= What the task asks =
Return nothing except the lines from the one that contains "Input: one rendered" through the end of the material below, each exactly as given.

= Available data =
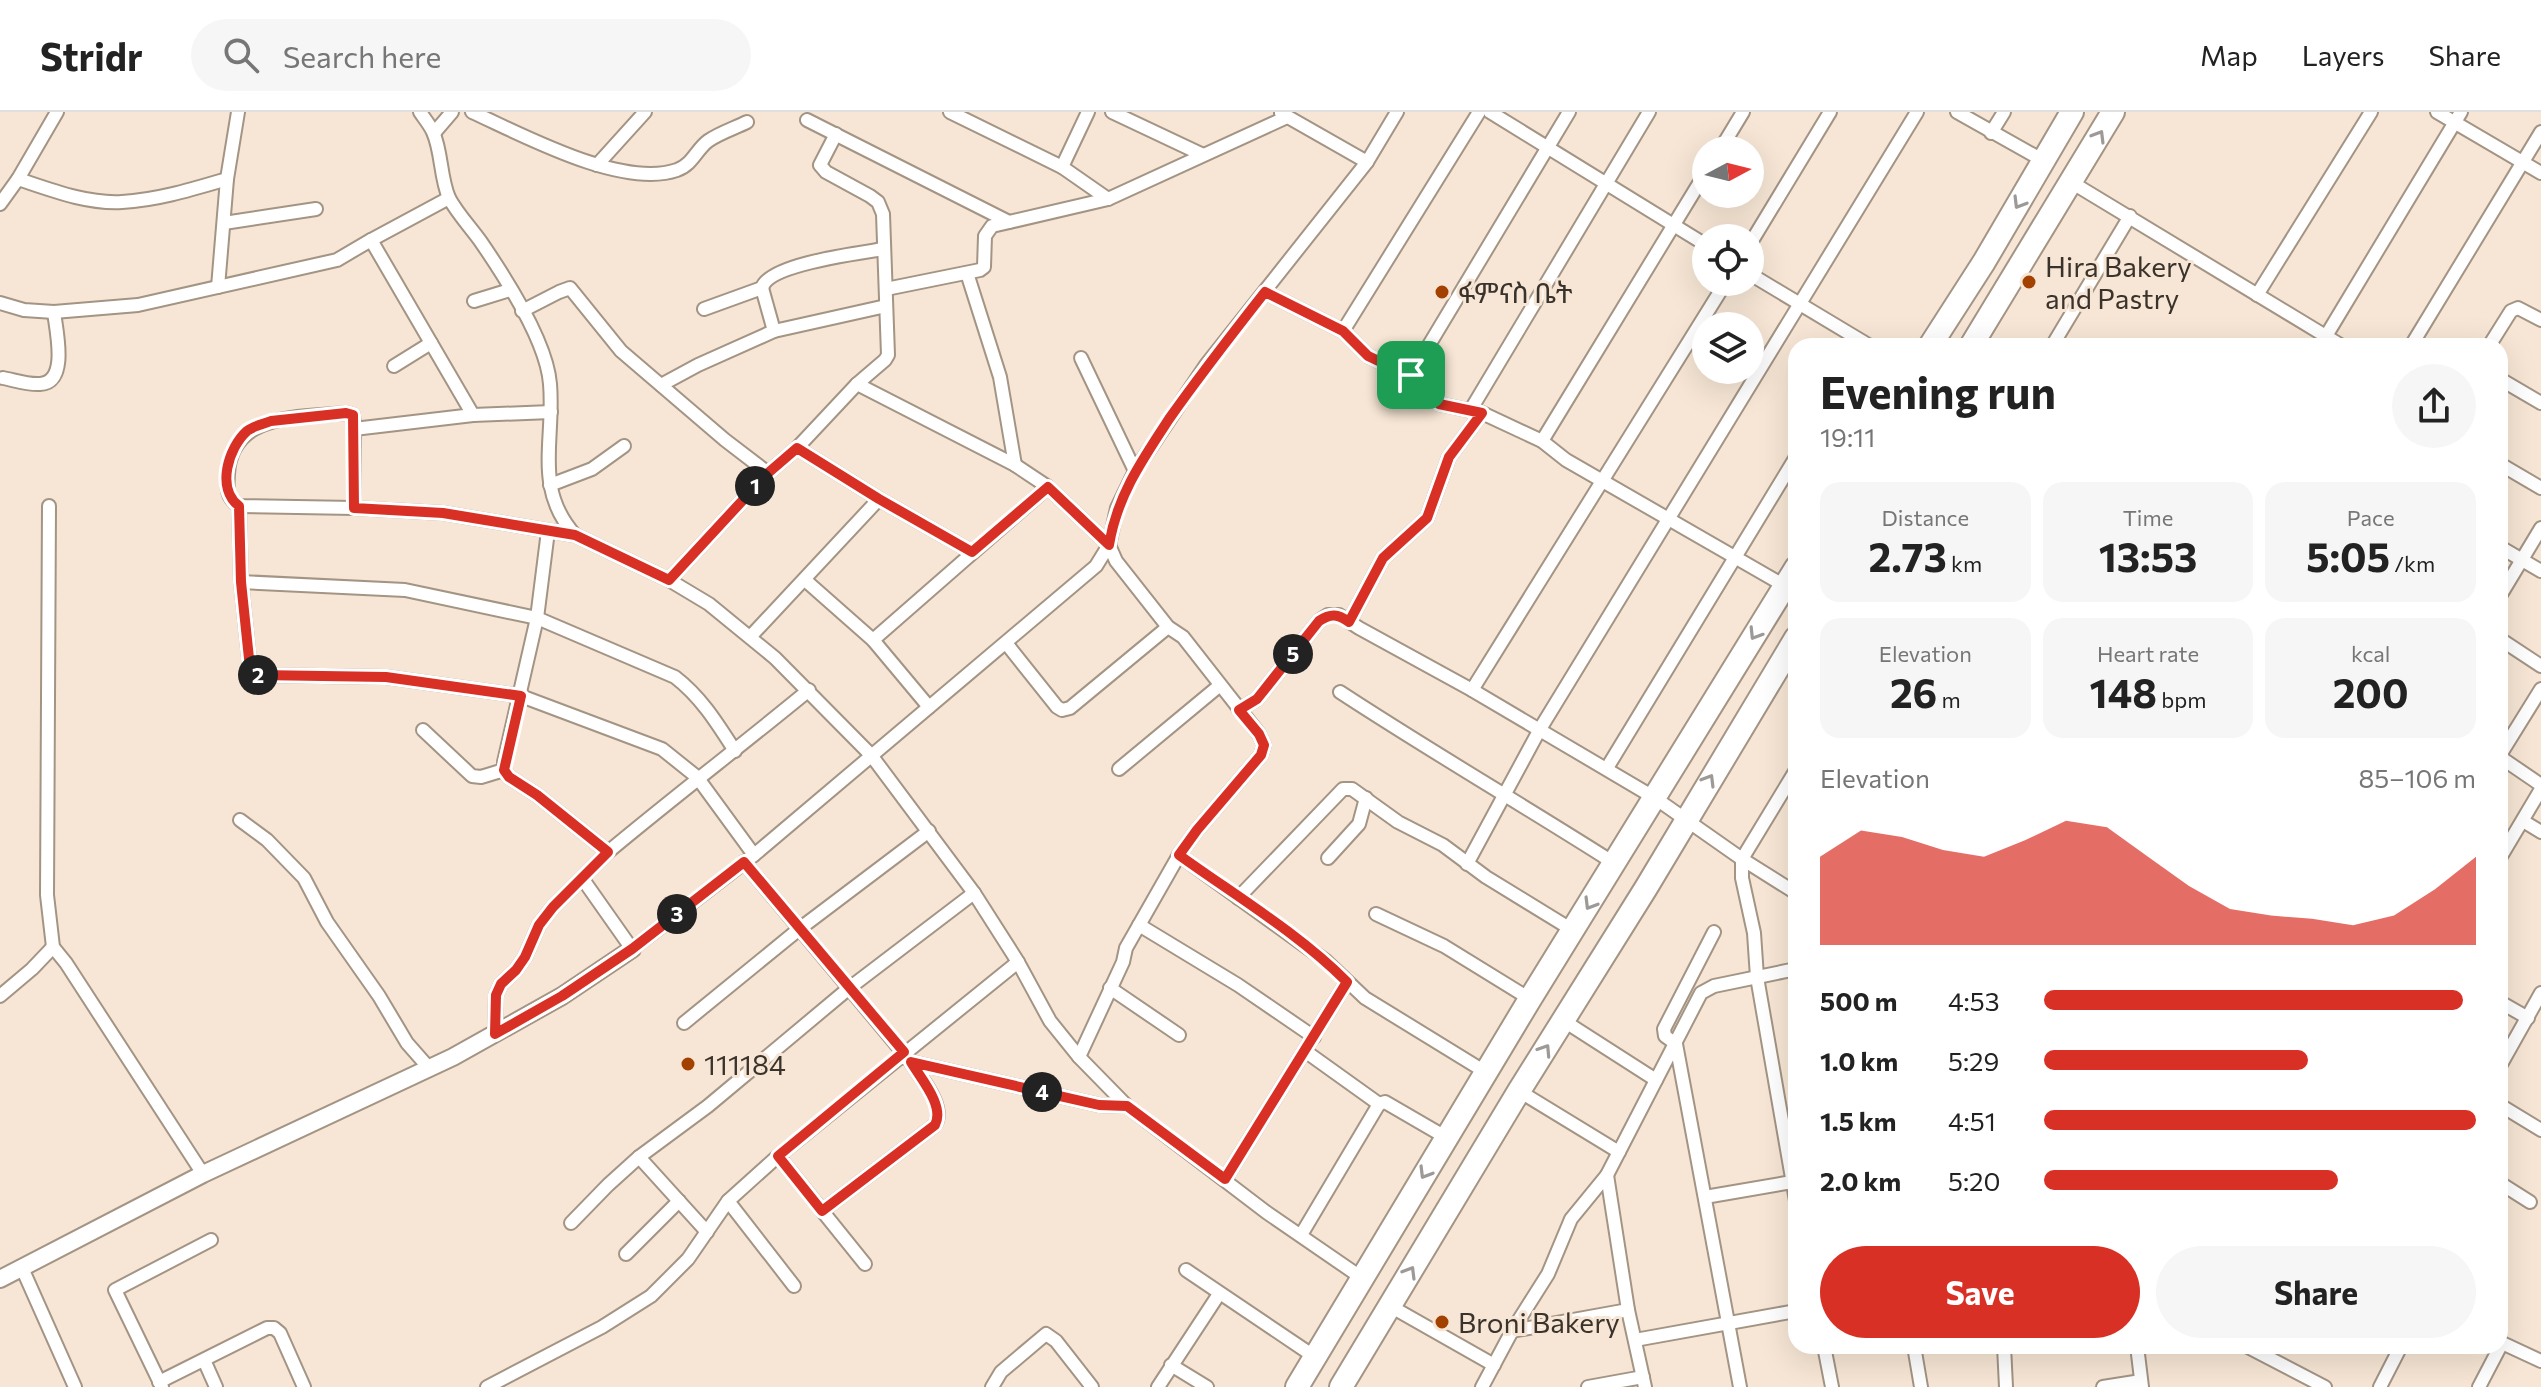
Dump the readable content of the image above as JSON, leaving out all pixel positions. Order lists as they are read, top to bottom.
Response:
{
  "places": [
    "Hira Bakery and Pastry",
    "ፋምናስ ቤት",
    "111184",
    "Broni Bakery"
  ],
  "north": "right",
  "page": {
    "header": "Stridr",
    "search": "Search here",
    "nav": ["Map", "Layers", "Share"],
    "heading": ["Evening run", "19:11"],
    "pins": [
      "1",
      "5",
      "2",
      "3",
      "4"
    ],
    "stats": [
      ["Distance", "2.73 km"],
      ["Time", "13:53"],
      ["Pace", "5:05 /km"],
      ["Elevation", "26 m"],
      ["Heart rate", "148 bpm"],
      ["kcal", "200"]
    ],
    "chart": ["Elevation", "85–106 m"],
    "list": [
      {
        "name": "500 m",
        "note": "4:53"
      },
      {
        "name": "1.0 km",
        "note": "5:29"
      },
      {
        "name": "1.5 km",
        "note": "4:51"
      },
      {
        "name": "2.0 km",
        "note": "5:20"
      }
    ],
    "buttons": ["Save", "Share"]
  }
}
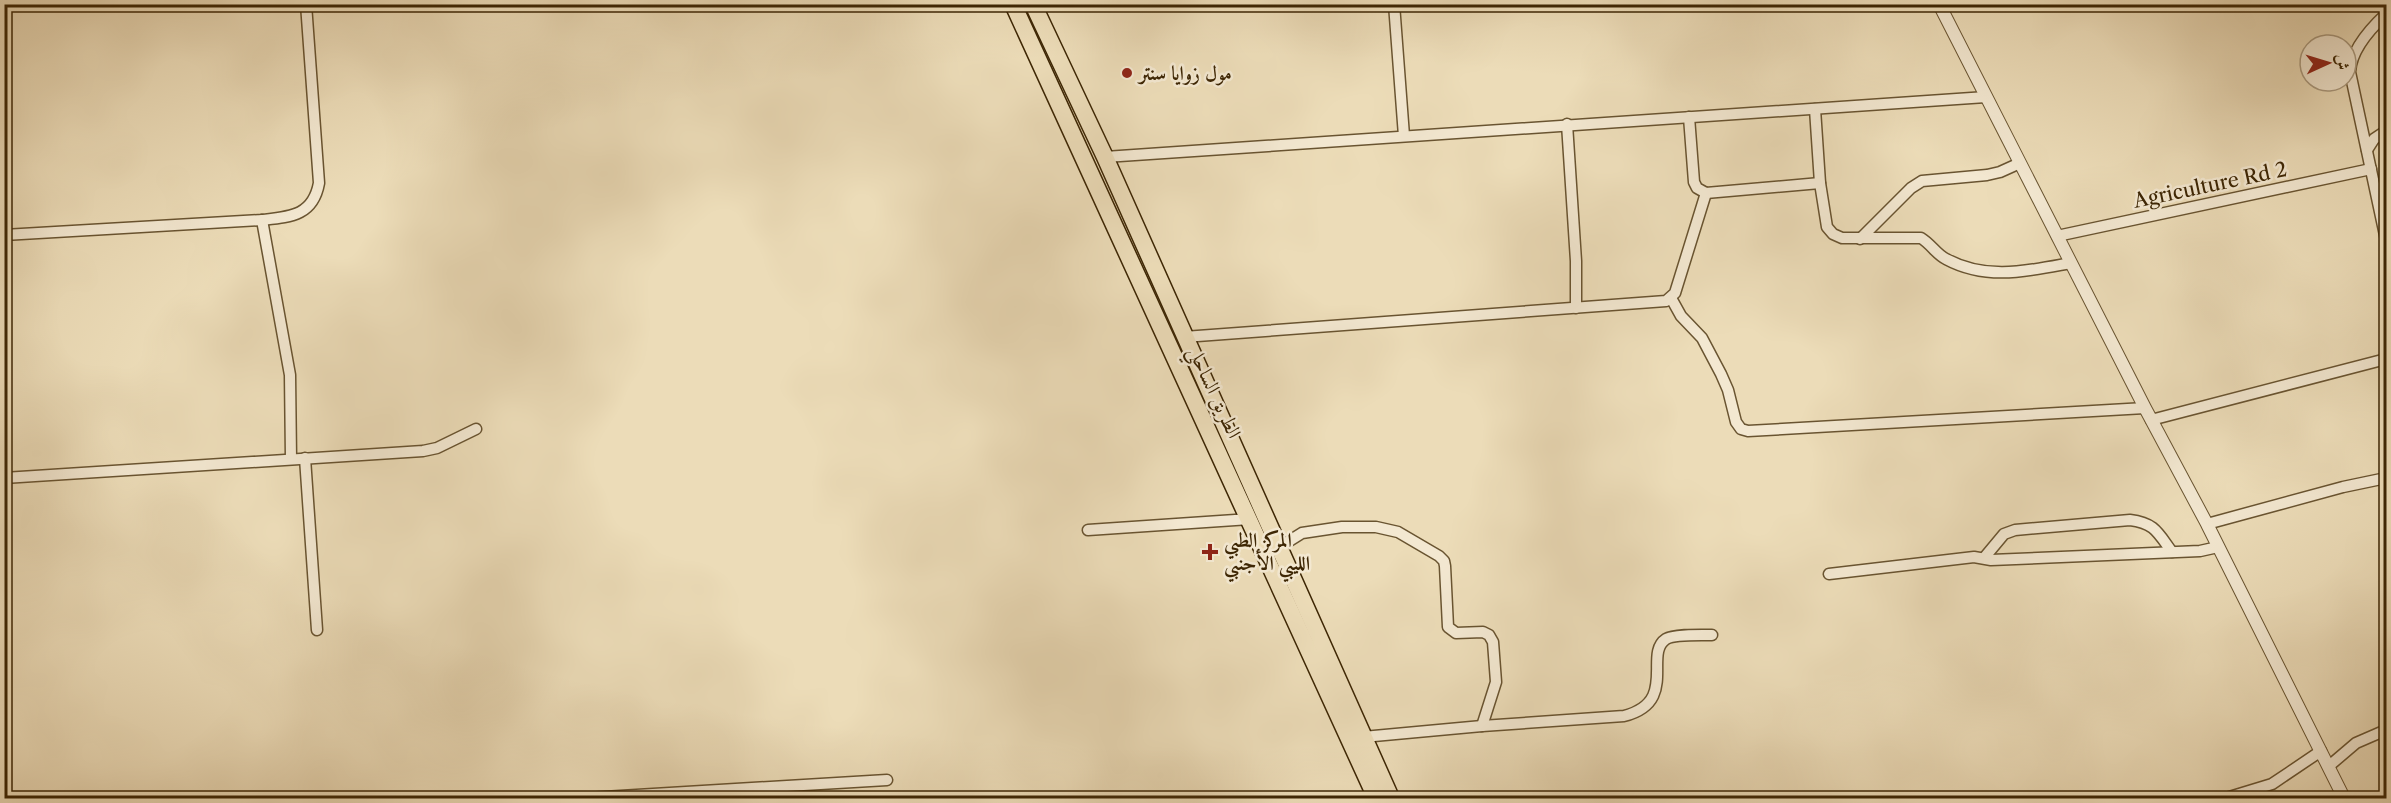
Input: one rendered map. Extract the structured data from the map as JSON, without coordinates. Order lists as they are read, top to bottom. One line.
{"streets":{"highway":["الطريق الساحلي"],"street":["Agriculture Rd 2"]},"places":{"other":["مول زوايا سنتر"],"health":["المركز الطبي الليبي الأجنبي"]},"north":"right"}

= Problem solution =
Input: one rendered map. Extract the structured data from the map as JSON, without coordinates. Order lists as they are read, top to bottom. One line.
{"streets":{"highway":["الطريق الساحلي"],"street":["Agriculture Rd 2"]},"places":{"other":["مول زوايا سنتر"],"health":["المركز الطبي الليبي الأجنبي"]},"north":"right"}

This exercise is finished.